一般人生徒リツカ! 作:ブタどもの一人
なるべく真面目に書いてみました。次回からはようやくエリちゃんを喋らせることが出来る。数話分空気だったからね。
最後になんか出てくるけどあんまり気にしない方向で。
「感傷だが、別の形で出会いたかったぞ……」
「そうなるとお前は刑務所行きだと思うがな」
機体からスパークを出しながらゆっくりと水底へと沈み行く。黒塗りの先鋭的な機体の肩にはレイレナードの商標が貼られている。
赤くなったモニターから段々と光が失われていく。
数秒と経たぬうちに俺の視界は真っ暗になった。
「ズルくね?」
いや、コジマもグリントも俺が許可したけどさ。
「ズルくない。というか貴様の月光よりはマシだろ」
当然だとばかりに澄まし顔の金髪幼女が述べる。
いや、俺の月光舐めんなよ? 近接技能ゼロなんだからな!
お互いにそれほど得意ではない機体で挑み、そして負けた。
俺は月光の格好良さに惹かれてシュープリスに無理やり組み込んだのが敗因である。彼女は冷静に俺の月光対策で攻めただけ。

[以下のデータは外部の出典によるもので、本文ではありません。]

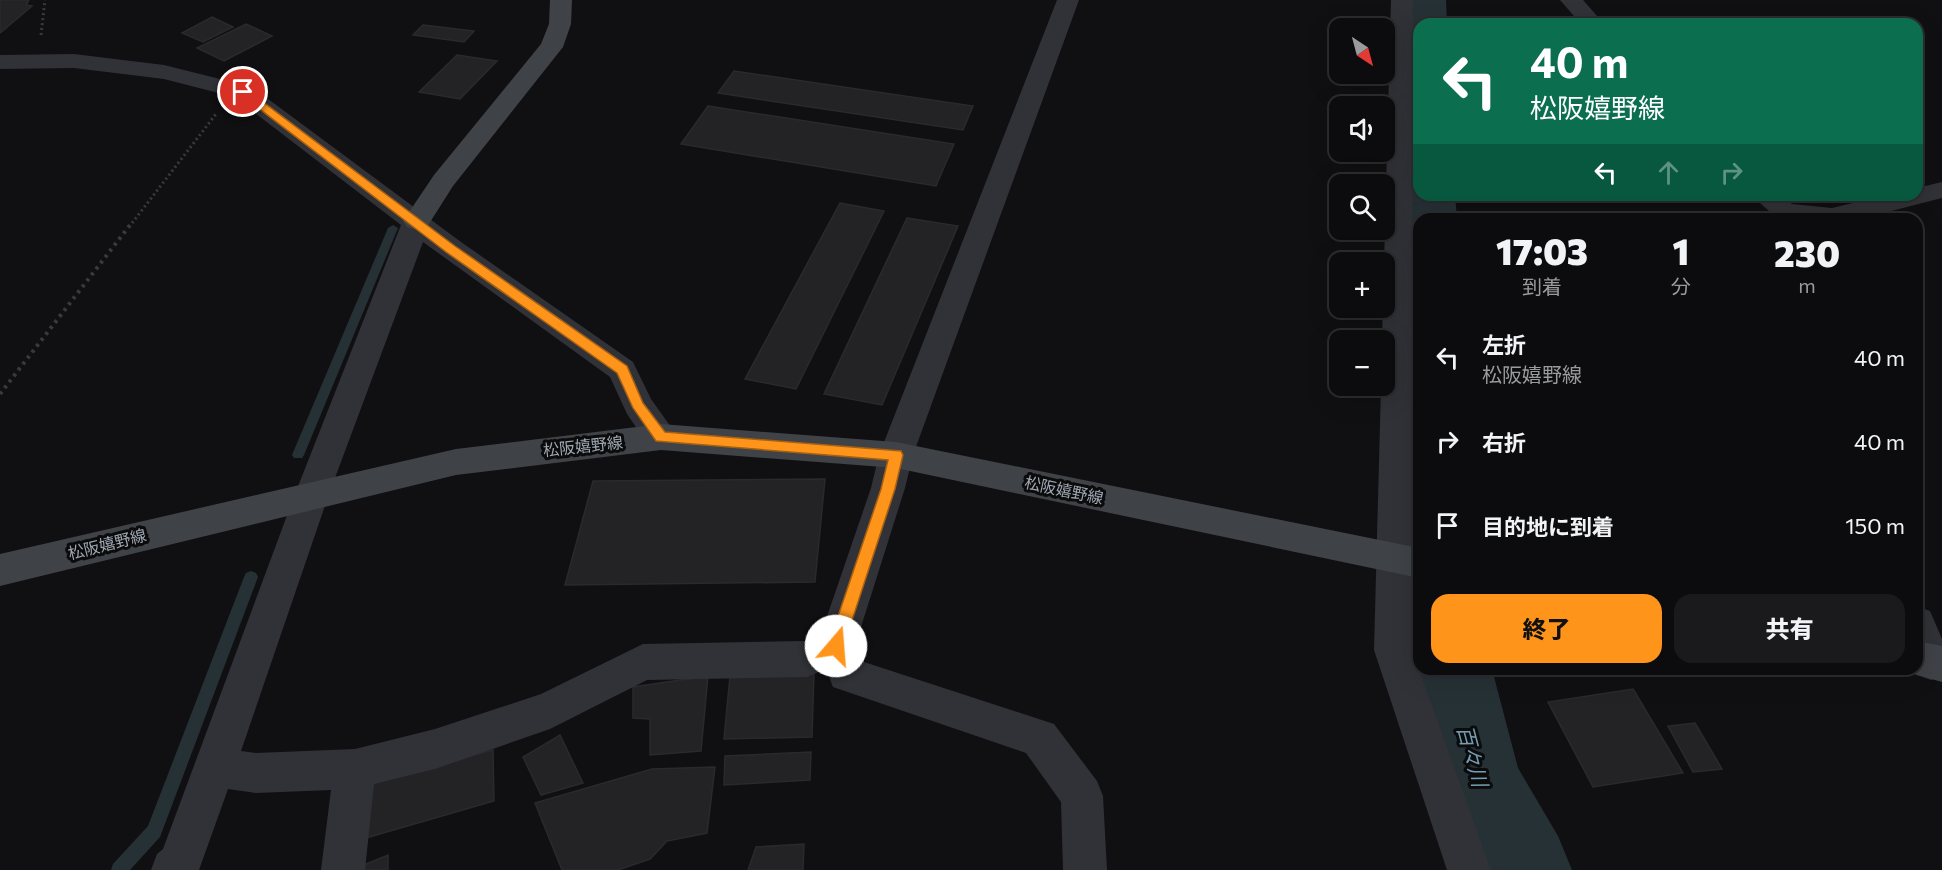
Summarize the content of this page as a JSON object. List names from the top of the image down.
{
  "streets": {
    "main road": ["松阪嬉野線"]
  },
  "water": ["百々川"],
  "north": "bottom right",
  "page": {
    "map_buttons": ["+", "−"],
    "turn": ["40 m", "松阪嬉野線"],
    "eta": [
      "17:03",
      "到着",
      "1",
      "分",
      "230",
      "m"
    ],
    "list": [
      {
        "name": "左折",
        "note": "松阪嬉野線",
        "value": "40 m"
      },
      {
        "name": "右折",
        "value": "40 m"
      },
      {
        "name": "目的地に到着",
        "value": "150 m"
      }
    ],
    "buttons": ["終了", "共有"]
  }
}
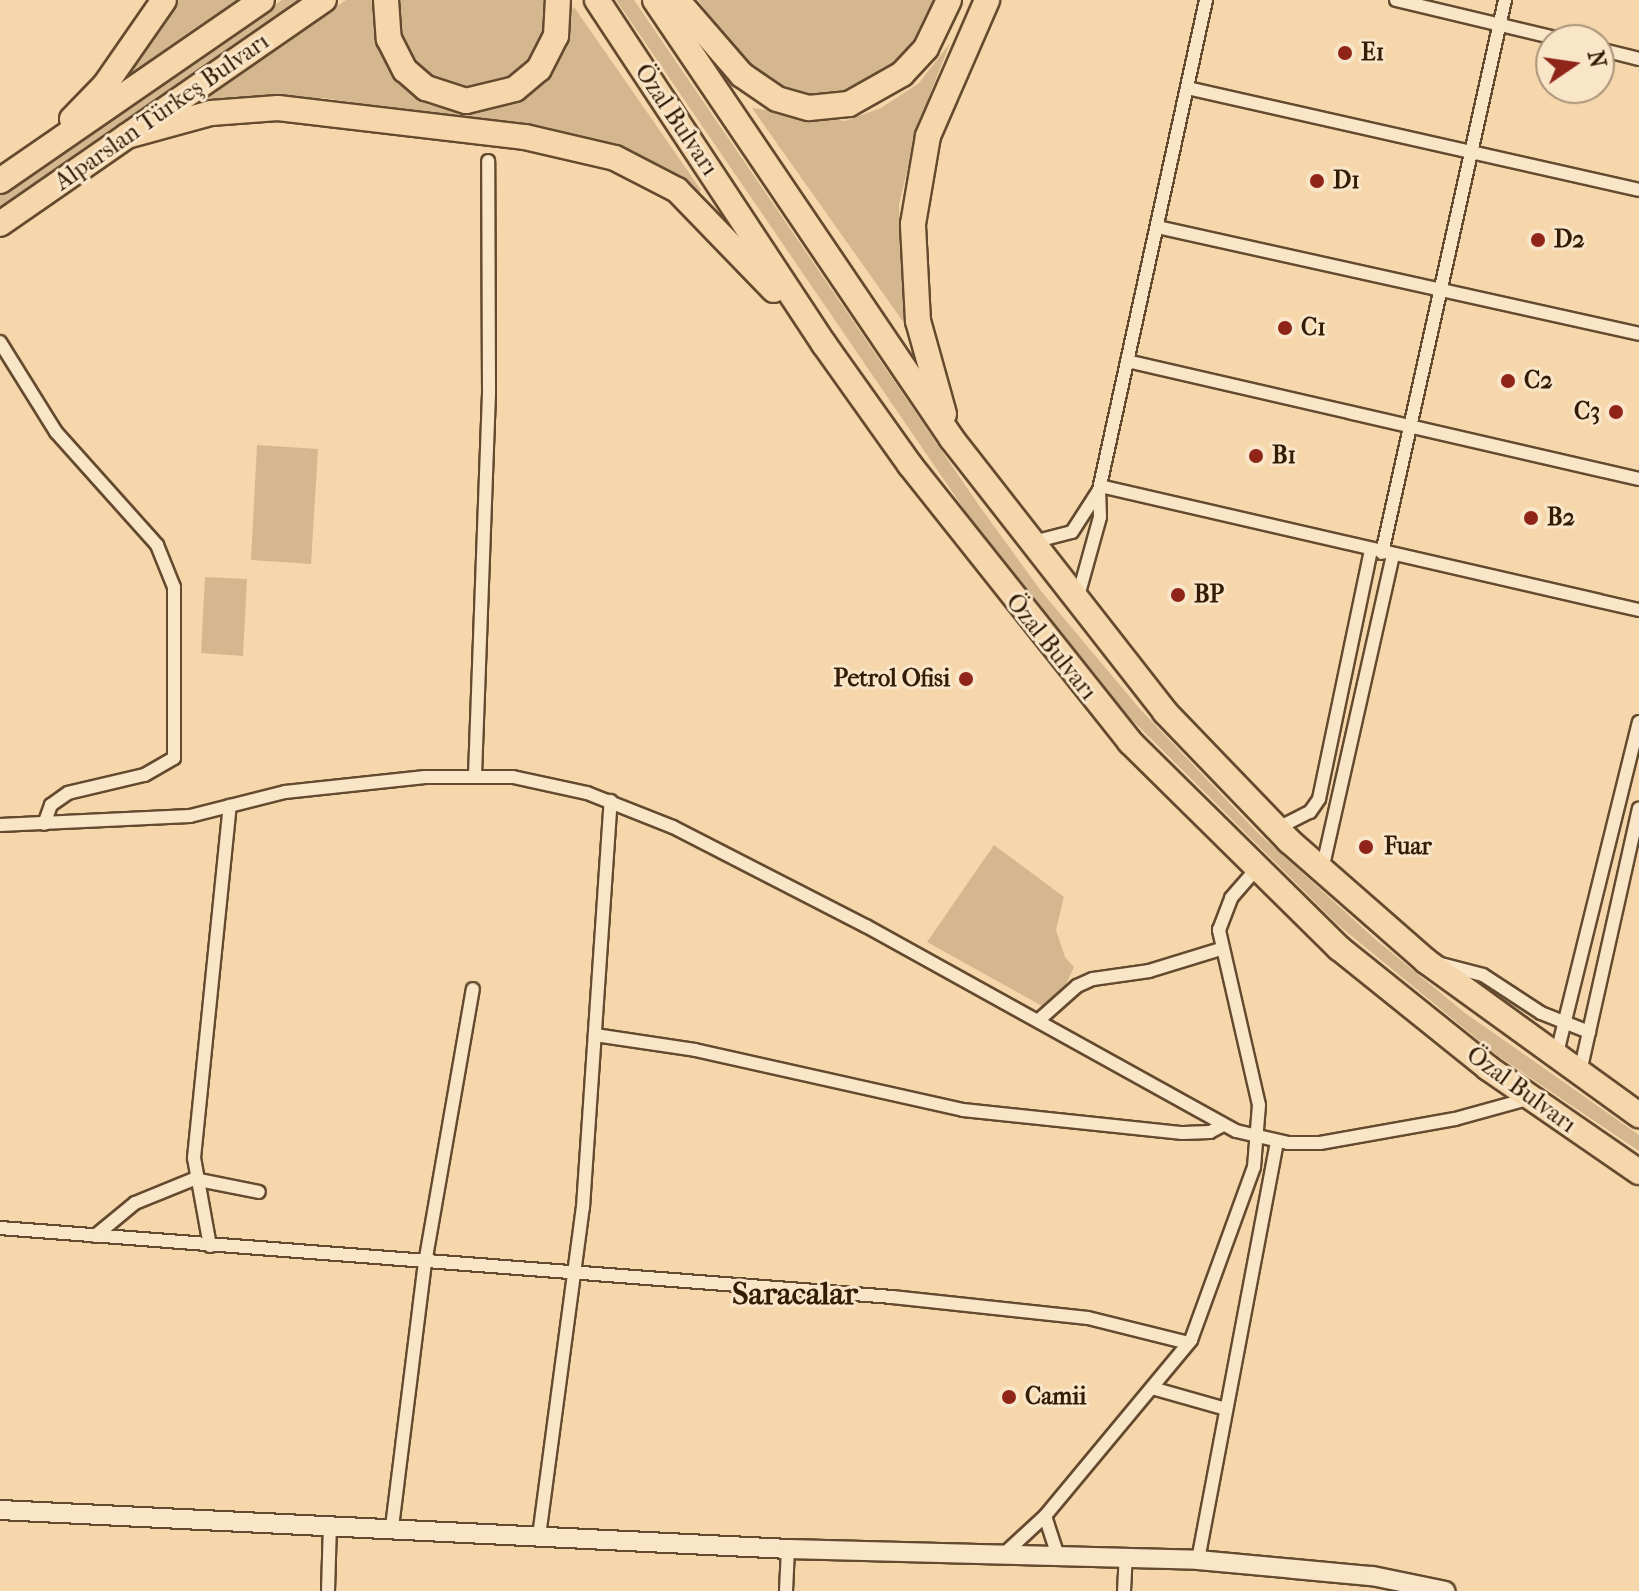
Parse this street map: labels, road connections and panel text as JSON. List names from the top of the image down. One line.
{"streets":{"highway":["Alparslan Türkeş Bulvarı","Özal Bulvarı"]},"districts":["Saracalar"],"places":["E1","D1","D2","C1","C2","C3","B1","B2","BP","Petrol Ofisi","Fuar","Camii"],"north":"right"}
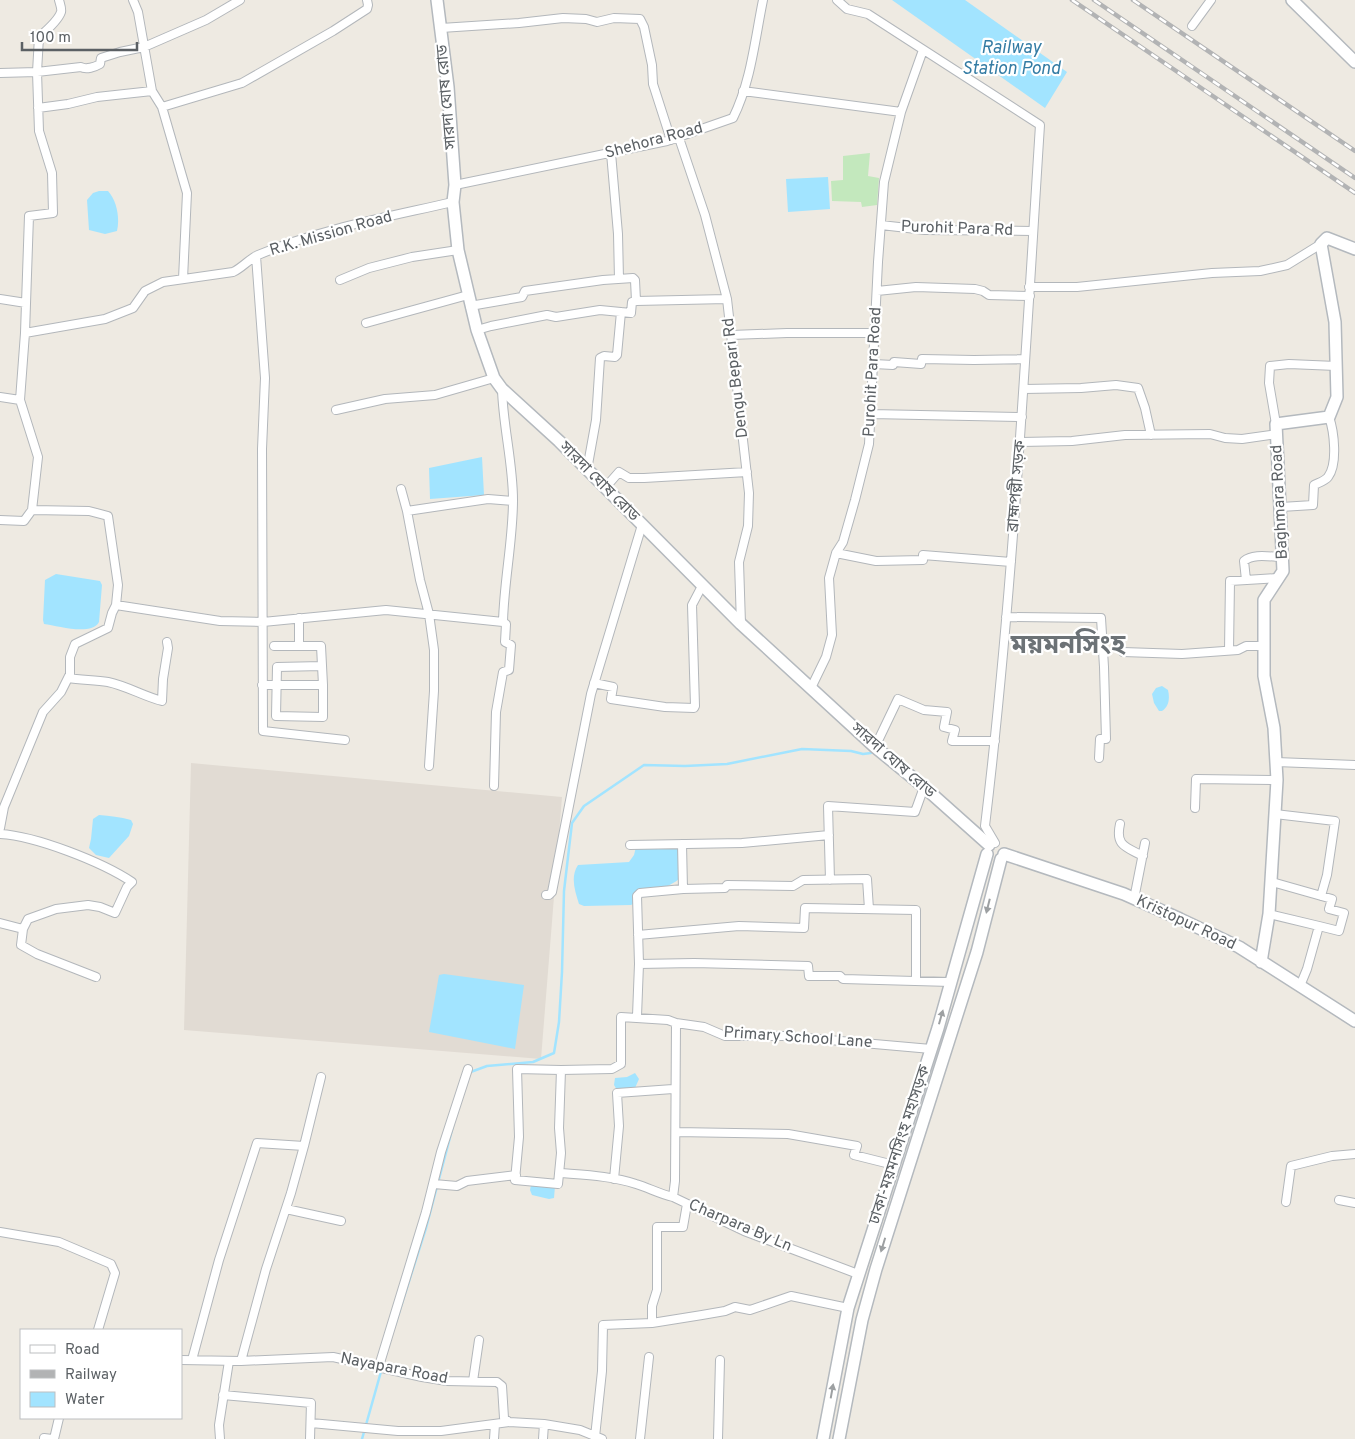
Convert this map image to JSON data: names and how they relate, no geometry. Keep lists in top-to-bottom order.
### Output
{
  "streets": {
    "main road": [
      "সারদা ঘোষ রোড",
      "Baghmara Road",
      "Kristopur Road",
      "ঢাকা-ময়মনসিংহ মহাসড়ক"
    ],
    "street": [
      "Shehora Road",
      "Purohit Para Rd",
      "R.K. Mission Road",
      "Purohit Para Road",
      "Dengu Bepari Rd",
      "ব্রাহ্মপল্লী সড়ক",
      "Primary School Lane",
      "Charpara By Ln",
      "Nayapara Road"
    ]
  },
  "crossings": [
    ["সারদা ঘোষ রোড", "Shehora Road"],
    ["সারদা ঘোষ রোড", "R.K. Mission Road"],
    ["সারদা ঘোষ রোড", "Purohit Para Road"],
    ["সারদা ঘোষ রোড", "Dengu Bepari Rd"],
    ["সারদা ঘোষ রোড", "ব্রাহ্মপল্লী সড়ক"],
    ["সারদা ঘোষ রোড", "Kristopur Road"],
    ["সারদা ঘোষ রোড", "ঢাকা-ময়মনসিংহ মহাসড়ক"],
    ["Shehora Road", "Dengu Bepari Rd"],
    ["Purohit Para Rd", "Purohit Para Road"],
    ["Purohit Para Rd", "ব্রাহ্মপল্লী সড়ক"],
    ["Purohit Para Road", "ব্রাহ্মপল্লী সড়ক"],
    ["ব্রাহ্মপল্লী সড়ক", "ঢাকা-ময়মনসিংহ মহাসড়ক"],
    ["Baghmara Road", "Kristopur Road"],
    ["Kristopur Road", "ঢাকা-ময়মনসিংহ মহাসড়ক"],
    ["Primary School Lane", "ঢাকা-ময়মনসিংহ মহাসড়ক"],
    ["Primary School Lane", "Charpara By Ln"],
    ["ঢাকা-ময়মনসিংহ মহাসড়ক", "Charpara By Ln"]
  ],
  "districts": ["ময়মনসিংহ"],
  "water": ["Railway Station Pond"],
  "legend": ["Road", "Railway", "Water"],
  "scale_bar": "100 m"
}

間違っても一ヶ月ちょっとしかやってない初心者に技能で負けているはずがないのだ。(言い訳
「ふ、負け犬の遠吠えとはまさにこのことだな」
愉悦たっぷりの笑みを漏らす幼女。
てめぇ……俺のレイレナード怒らしたらヤベェんだからな!
続く二戦目。
「いけ、俺のメフィストフェレス(高機動型四脚)!」
「貴様! 謀ったな、レイレナードではないではないか!」
はて、何を言ってるのかな? もしかして肩部に貼ってあるマークが見えない?
「ふざけるな! 完全にアルゼブラじゃないか!」
あーあー、聞こえません。
言ってるうちに俺の散弾銃がオーギルの装甲をぶち抜いた。
「ハラショー!」
「くそったれ!」
場所はエヴァンジェリン宅。屋敷のリビングで俺たちはゲームに興じていた。
ちなみに4ではなくfaである。
「じゃけん、女は向かんのんじゃ」
「やっぱりかああああ!」
パイルバンカーを打ち込み仕留める。隣の幼女が叫んだ。
やっぱりKIKUは最強だぜ。当たればの話だが。
「お二人とも、交流を深めるのはよろしいですが本題を忘れぬよう」
俺たちの座るソファの後ろから無感情な声が響いた。
「茶々丸……分かっている。だがあといっk」
「そうだな、そろそろ真面目な話をしよう」
金髪幼女エヴァの言葉を遮るように真剣な顔で応える。
「貴様……」と隣で出しちゃいけないオーラを出しているが気にしない。
足掻くな。運命を受け入れろ。
渋るエヴァをなんとか言いくるめて勝ち逃げをした俺は、彼女を伴い書庫へと移動する。ここは彼女の保有するコレクションたちの保管場所でもある。
立ち並ぶ本棚には古めかしい本が所狭しと敷き詰められている。
「ソロモン王の書物? これでいいか?」
「ああ、助かる」
本棚から抜き出されたそれを受け取り読み出す。当然のごとく日本語じゃないので魔導具を使って。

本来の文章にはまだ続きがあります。